WHAT YOU HAVE TO DO:
Gather every line below where "casing" appears.

─── SOURCE MATERIAL ───

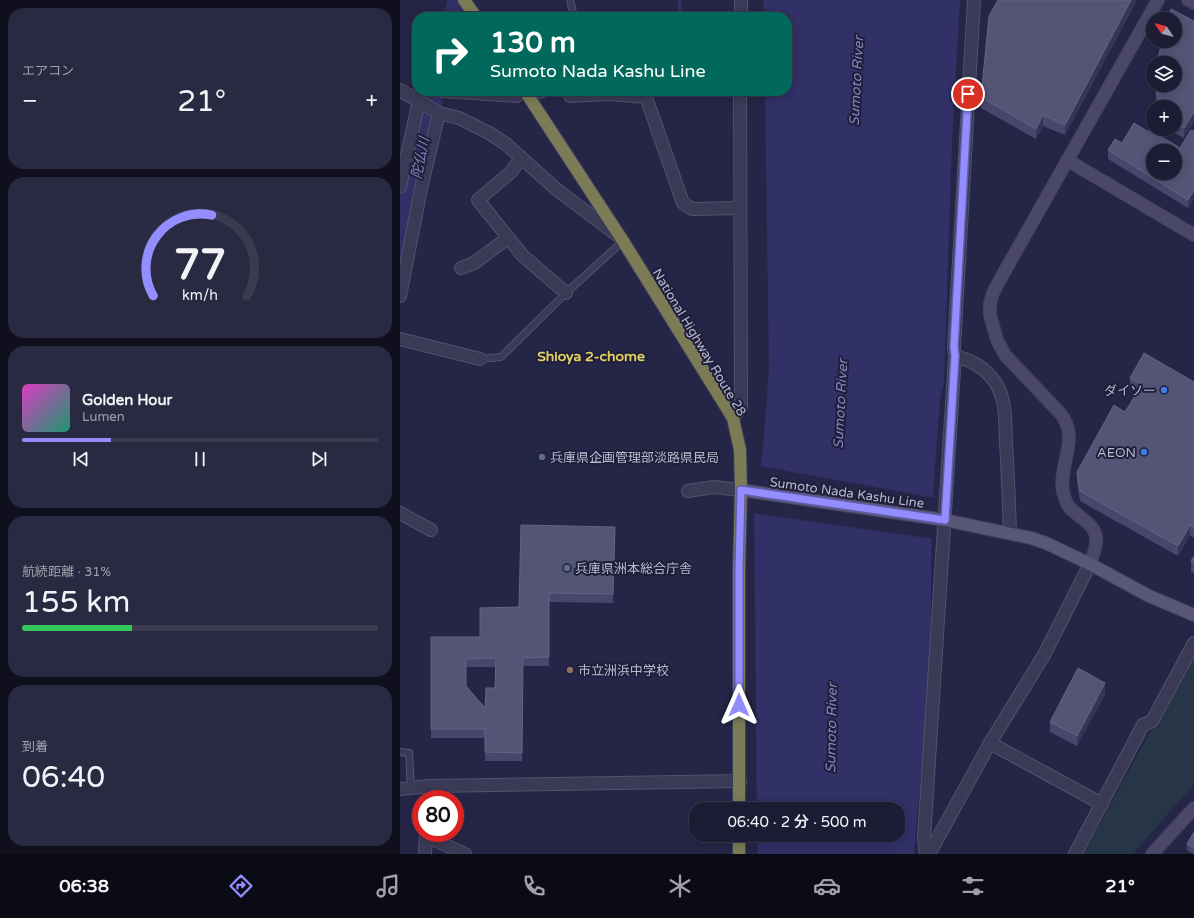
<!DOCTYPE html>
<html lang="ja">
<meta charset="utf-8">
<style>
body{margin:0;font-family:"Varela Round","Noto Sans JP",sans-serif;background:#292941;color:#f1f3f6;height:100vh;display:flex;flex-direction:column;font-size:15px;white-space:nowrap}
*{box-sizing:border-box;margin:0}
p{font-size:13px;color:#a0a1ad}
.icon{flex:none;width:22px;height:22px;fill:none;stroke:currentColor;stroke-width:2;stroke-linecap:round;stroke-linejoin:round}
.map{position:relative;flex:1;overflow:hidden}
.side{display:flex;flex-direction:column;gap:8px;padding:8px;background:#0f0f1d;width:400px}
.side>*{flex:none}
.hud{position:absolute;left:12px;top:12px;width:380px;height:84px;border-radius:16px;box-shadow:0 2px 10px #0003,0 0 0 1px #3a3a50;background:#00695c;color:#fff;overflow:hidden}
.needle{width:26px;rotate:305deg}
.buttons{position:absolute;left:746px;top:12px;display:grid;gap:8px}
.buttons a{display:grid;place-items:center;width:36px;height:36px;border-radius:50%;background:#1c1c35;box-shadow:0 2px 10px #0003,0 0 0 1px #3a3a50;font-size:20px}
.speed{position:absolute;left:12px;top:790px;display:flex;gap:8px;font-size:20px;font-weight:700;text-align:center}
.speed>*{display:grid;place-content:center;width:52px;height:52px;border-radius:50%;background:#1c1c35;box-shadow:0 2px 10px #0003,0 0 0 1px #3a3a50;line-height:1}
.speed .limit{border:6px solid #d22;background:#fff;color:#111}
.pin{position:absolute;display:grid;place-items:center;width:34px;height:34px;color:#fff;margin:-17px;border:2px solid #fff;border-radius:50%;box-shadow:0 1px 4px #0007}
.me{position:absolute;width:44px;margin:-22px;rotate:0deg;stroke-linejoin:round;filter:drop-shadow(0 0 3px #0008)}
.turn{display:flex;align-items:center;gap:14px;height:84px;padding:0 12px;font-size:18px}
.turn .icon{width:52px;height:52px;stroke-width:2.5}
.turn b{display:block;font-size:28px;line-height:34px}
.big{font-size:30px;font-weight:600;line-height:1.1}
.side .tile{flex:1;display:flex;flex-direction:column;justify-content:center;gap:6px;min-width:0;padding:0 14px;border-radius:16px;background:#292941}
.side .dial{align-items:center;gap:0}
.dial svg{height:104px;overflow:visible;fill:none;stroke:#3a3a50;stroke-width:7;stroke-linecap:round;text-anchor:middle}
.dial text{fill:#f1f3f6;stroke:none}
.song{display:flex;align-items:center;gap:12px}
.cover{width:48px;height:48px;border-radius:6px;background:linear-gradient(135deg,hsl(310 70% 55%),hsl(160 70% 35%))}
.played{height:4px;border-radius:2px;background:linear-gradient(90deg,#938dff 25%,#3a3a50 25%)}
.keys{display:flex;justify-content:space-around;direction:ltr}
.heat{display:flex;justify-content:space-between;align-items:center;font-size:22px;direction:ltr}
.charge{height:6px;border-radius:3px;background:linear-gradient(90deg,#34c759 31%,#3a3a50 0)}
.trip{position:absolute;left:289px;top:802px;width:216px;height:40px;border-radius:16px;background:#1c1c35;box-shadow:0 2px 10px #0003,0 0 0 1px #3a3a50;font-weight:600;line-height:40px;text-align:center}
.tab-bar{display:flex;height:64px;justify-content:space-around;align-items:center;background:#0b0b15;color:#a0a1ad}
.tab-bar .icon{width:28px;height:28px}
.tab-bar .active{color:#938dff}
.tab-bar b{font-size:18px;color:#f1f3f6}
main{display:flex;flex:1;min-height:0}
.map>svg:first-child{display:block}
.green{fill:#273647}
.water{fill:#313067}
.pier{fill:#252547}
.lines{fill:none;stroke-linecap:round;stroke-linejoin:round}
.stream{stroke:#313067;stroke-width:3.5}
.river{stroke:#313067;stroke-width:20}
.lane-casing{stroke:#53526d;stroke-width:8}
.street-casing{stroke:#53526d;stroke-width:14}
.secondary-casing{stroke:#41405c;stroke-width:14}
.primary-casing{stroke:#41405c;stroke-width:14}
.highway-casing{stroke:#3f3e5a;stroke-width:14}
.lane{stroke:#3b3a56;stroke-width:6}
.street{stroke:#3b3a56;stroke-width:12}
.secondary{stroke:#4a4769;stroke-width:12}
.primary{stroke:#585876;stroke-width:12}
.highway{stroke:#7b7c56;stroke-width:12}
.wall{fill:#48476b;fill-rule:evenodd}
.shaded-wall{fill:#353558}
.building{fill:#545476;stroke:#646384;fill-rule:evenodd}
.route-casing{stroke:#605ca6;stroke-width:10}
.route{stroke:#938dff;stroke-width:7}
.shop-dot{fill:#3f7fe0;stroke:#1f1e3b;stroke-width:1.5}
.service-dot{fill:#5c6f8a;stroke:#1f1e3b;stroke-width:1.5}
.education-dot{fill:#8d6e63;stroke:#1f1e3b;stroke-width:1.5}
.labels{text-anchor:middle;stroke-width:4;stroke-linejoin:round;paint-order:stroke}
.street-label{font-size:13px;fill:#b9b8cf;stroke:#1f1e3b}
.poi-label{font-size:13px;fill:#b9b8cf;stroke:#1f1e3b;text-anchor:start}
.water-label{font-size:14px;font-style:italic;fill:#8584bd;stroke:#1f1e3b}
.neighbourhood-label{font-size:14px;font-weight:bold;fill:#e1d061;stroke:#1f1e3b}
</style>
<main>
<section class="side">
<div class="tile"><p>エアコン</p>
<div class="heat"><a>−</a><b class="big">21°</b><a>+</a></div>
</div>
<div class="tile dial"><svg viewBox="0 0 100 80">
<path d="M14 69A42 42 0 1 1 86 69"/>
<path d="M14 69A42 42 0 0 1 59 7" stroke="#938dff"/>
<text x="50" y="56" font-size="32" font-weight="700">77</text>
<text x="50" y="72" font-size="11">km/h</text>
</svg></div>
<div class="tile">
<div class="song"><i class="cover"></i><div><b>Golden Hour</b><p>Lumen</p></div></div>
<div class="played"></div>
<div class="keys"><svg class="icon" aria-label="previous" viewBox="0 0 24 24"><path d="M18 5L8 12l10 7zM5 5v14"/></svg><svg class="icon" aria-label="pause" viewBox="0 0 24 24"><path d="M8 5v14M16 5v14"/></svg><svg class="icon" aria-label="next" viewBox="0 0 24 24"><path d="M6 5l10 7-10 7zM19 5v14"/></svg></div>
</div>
<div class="tile"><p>航続距離 · 31%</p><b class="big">155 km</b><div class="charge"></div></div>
<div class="tile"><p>到着</p><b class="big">06:40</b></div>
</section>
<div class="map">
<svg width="794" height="854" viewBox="0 0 794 854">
<rect width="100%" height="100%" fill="#252547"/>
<polygon class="green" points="794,652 794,784 733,854 683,854"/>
<polygon class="water" points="363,0 560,0 552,142 544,384 540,400 532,509 530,671 514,854 358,854 357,835 498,835 498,809 357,809 354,515 362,458 369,370 365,91 387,91 387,17 364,17"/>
<polygon class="pier" points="359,466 535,498 534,539 352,513"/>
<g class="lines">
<polyline class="stream" points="279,17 280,0"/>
<g class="river">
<polyline points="53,17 58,0"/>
<polyline points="0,248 11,193 35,91"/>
</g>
<defs>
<g id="lane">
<polyline points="170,0 174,17"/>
<polyline points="42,94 117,99 127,94"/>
<polyline points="80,359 101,357 166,293 223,241"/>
<polyline points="0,752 9,753 11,788"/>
</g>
<g id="street">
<polyline points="341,0 341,17"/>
<polyline points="0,90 39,113 59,118 89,133 106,144 156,189 221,238"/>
<polyline points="169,91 170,96 209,94 246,97 283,203 292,209 340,208"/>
<polyline points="127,94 143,91"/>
<polyline points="121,158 111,172 78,200 123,256 166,293"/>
<polyline points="0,187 19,101"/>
<polyline points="61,268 74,263 108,238"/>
<polyline points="0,296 22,184 39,113"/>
<polyline points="0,339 80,359"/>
<path d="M555 356C573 361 584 367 595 382 607 399 605 424 606 444 608 474 609 503 610 533"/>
<polyline points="333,418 341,408 340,91"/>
<polyline points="288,491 314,487 341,490"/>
<polyline points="0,513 31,530"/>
<polyline points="590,743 702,804"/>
<polyline points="0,789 30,786 340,781"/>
<polyline points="29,799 30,786"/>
<polyline points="26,836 65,854"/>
<polyline points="25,854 26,833"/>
<polyline points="526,854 524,838 555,356 554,347 574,0"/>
<polyline points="529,854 590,743 644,655 690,564"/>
<polyline points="675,854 743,725 752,721 794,643"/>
</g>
<g id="secondary">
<polyline points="788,0 794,3"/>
<polyline points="667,160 794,235"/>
<path d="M690 564C692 558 695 551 696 544 699 526 681 519 671 509 666 505 665 498 663 492 658 464 681 438 660 413L605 355 597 340 590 315V304L593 293 602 276 758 0"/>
<polyline points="752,854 794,808"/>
</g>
<polyline id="primary" points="341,490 545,520 631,538 646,543 690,564 749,596 794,615"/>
<g id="highway">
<polyline points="64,0 76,17"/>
<polyline points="125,91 223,241 333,418 340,450 341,490 339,569 339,809"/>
<polyline points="339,854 339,835"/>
</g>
</defs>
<use href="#lane" class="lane-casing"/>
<use href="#street" class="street-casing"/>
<use href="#secondary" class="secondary-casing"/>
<use href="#primary" class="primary-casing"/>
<use href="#highway" class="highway-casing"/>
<use href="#lane" class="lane"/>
<use href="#street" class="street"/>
<use href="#secondary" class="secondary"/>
<use href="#primary" class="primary"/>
<use href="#highway" class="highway"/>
</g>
<g class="wall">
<polygon points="737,0 665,135 643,126 636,139 581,108 581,97"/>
<polygon points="794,21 784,138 766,129 775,129 775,107 758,107 756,100 755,85"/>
<polygon points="794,131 794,199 788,208 708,159 708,150 722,143 749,132 780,148"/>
<polygon points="730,378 794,382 794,538 790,535 778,556 680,501 677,482 677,472 725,412 737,392 730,388"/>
<path d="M215 527 213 603 149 602V666H123L122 761H85V738H31V637H80L119 607ZM66 667H95V688L85 708 66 686Z"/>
<polygon points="794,556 794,573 791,572 791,561"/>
<polygon points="705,694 677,746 650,732 650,722"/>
<polygon points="794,832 794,854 793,854 787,850 787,844"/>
</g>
<g class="shaded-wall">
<polygon points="731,0 737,0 665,135 665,125"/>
<polygon points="794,112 794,122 784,138 784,128"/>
<polygon points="643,115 643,126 636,139 636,129"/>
<polygon points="794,190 794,199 788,208 788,200"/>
<polygon points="790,525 790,535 778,556 778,546"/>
<polygon points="705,683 705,694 677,746 677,736"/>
</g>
<g class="building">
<polygon points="598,0 731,0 665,125 643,115 636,129 581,97 589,16"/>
<polygon points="771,9 794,21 794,112 784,128 775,123 775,107 761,107 756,90 756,85 775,85 775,63 757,63 762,41 775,41 775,19 768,19"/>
<path d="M734 123 749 132 750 130 780 148 791 130 794 131V190L788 200 708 150 715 139 722 143ZM753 151H775V173H753Z"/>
<polygon points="744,353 794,382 794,527 790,525 778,546 680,491 677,472 714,405 725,412 742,385 730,378"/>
<path d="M121 525 215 527 213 594 149 593V657L123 658 122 753 85 752V729H31V637H80V608L119 607ZM96 658 95 688H86L85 708 66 686V659Z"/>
<polygon points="794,556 794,563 791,561"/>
<polygon points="678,668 705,683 677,736 650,722"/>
<polygon points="794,832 794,848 787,844"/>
</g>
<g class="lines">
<defs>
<polyline id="route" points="339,705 339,569 341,490 545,520 555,356 554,347 568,94"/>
</defs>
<use href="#route" class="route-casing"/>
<use href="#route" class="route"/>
</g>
<g class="shop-dot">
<circle cx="764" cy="390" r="4"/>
<circle cx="744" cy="452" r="4"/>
</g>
<g class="service-dot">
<circle cx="142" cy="457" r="4"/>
<circle cx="167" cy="568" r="4"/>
</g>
<circle class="education-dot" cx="170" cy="670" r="4"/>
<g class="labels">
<g class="street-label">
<text transform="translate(300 342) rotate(59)" y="5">National Highway Route 28</text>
<text transform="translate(447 492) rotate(8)" y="5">Sumoto Nada Kashu Line</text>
</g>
<g class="poi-label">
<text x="756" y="395" text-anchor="end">ダイソー</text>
<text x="736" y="457" text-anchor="end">AEON</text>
<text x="150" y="462">兵庫県企画管理部淡路県民局</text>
<text x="175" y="573">兵庫県洲本総合庁舎</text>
<text x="178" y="675">市立洲浜中学校</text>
</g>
<g class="water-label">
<text transform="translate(456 81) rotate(-87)" y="5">Sumoto River</text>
<text transform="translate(20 158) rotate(-78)" y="5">陀仏川</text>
<text transform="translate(440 404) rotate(-87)" y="5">Sumoto River</text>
<text transform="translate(431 728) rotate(-89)" y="5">Sumoto River</text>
</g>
<g class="neighbourhood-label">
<text x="191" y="361">Shioya 2-chome</text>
</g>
</g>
</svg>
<div class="buttons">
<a><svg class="needle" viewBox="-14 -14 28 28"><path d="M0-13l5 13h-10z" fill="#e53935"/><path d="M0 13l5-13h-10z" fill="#a0a1ad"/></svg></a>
<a><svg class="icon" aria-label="layers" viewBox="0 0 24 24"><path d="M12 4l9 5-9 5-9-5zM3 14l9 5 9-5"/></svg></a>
<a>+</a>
<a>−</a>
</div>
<div class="speed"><div class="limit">80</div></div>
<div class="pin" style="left:568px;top:94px;background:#d93025"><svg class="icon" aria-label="arrive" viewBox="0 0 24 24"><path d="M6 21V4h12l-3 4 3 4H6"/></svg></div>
<svg class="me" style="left:339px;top:705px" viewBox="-20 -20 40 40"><path d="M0-17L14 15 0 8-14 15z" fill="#938dff" stroke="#fff" stroke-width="4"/></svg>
<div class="trip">06:40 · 2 分 · 500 m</div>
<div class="hud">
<div class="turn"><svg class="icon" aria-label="right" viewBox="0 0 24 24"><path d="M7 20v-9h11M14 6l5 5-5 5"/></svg><div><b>130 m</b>Sumoto Nada Kashu Line</div></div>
</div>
</div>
</main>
<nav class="tab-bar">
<b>06:38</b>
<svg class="icon active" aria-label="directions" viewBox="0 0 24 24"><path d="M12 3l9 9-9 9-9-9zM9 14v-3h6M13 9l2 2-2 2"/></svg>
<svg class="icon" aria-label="music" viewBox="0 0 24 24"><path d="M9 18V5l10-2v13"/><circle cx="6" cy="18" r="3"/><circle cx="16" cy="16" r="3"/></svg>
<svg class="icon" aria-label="phone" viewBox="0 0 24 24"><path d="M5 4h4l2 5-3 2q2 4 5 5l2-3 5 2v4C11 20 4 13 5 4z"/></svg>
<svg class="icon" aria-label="climate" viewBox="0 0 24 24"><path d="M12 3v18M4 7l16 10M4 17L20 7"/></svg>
<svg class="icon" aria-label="car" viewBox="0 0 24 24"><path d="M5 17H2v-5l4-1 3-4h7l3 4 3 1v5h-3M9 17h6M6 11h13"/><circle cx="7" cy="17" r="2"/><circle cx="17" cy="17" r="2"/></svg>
<svg class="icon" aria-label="filters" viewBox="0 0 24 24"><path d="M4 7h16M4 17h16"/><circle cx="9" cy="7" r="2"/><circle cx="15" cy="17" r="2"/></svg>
<b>21°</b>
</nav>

───

RESULT OF THIS EXERCISE:
.lane-casing{stroke:#53526d;stroke-width:8}
.street-casing{stroke:#53526d;stroke-width:14}
.secondary-casing{stroke:#41405c;stroke-width:14}
.primary-casing{stroke:#41405c;stroke-width:14}
.highway-casing{stroke:#3f3e5a;stroke-width:14}
.route-casing{stroke:#605ca6;stroke-width:10}
<use href="#lane" class="lane-casing"/>
<use href="#street" class="street-casing"/>
<use href="#secondary" class="secondary-casing"/>
<use href="#primary" class="primary-casing"/>
<use href="#highway" class="highway-casing"/>
<use href="#route" class="route-casing"/>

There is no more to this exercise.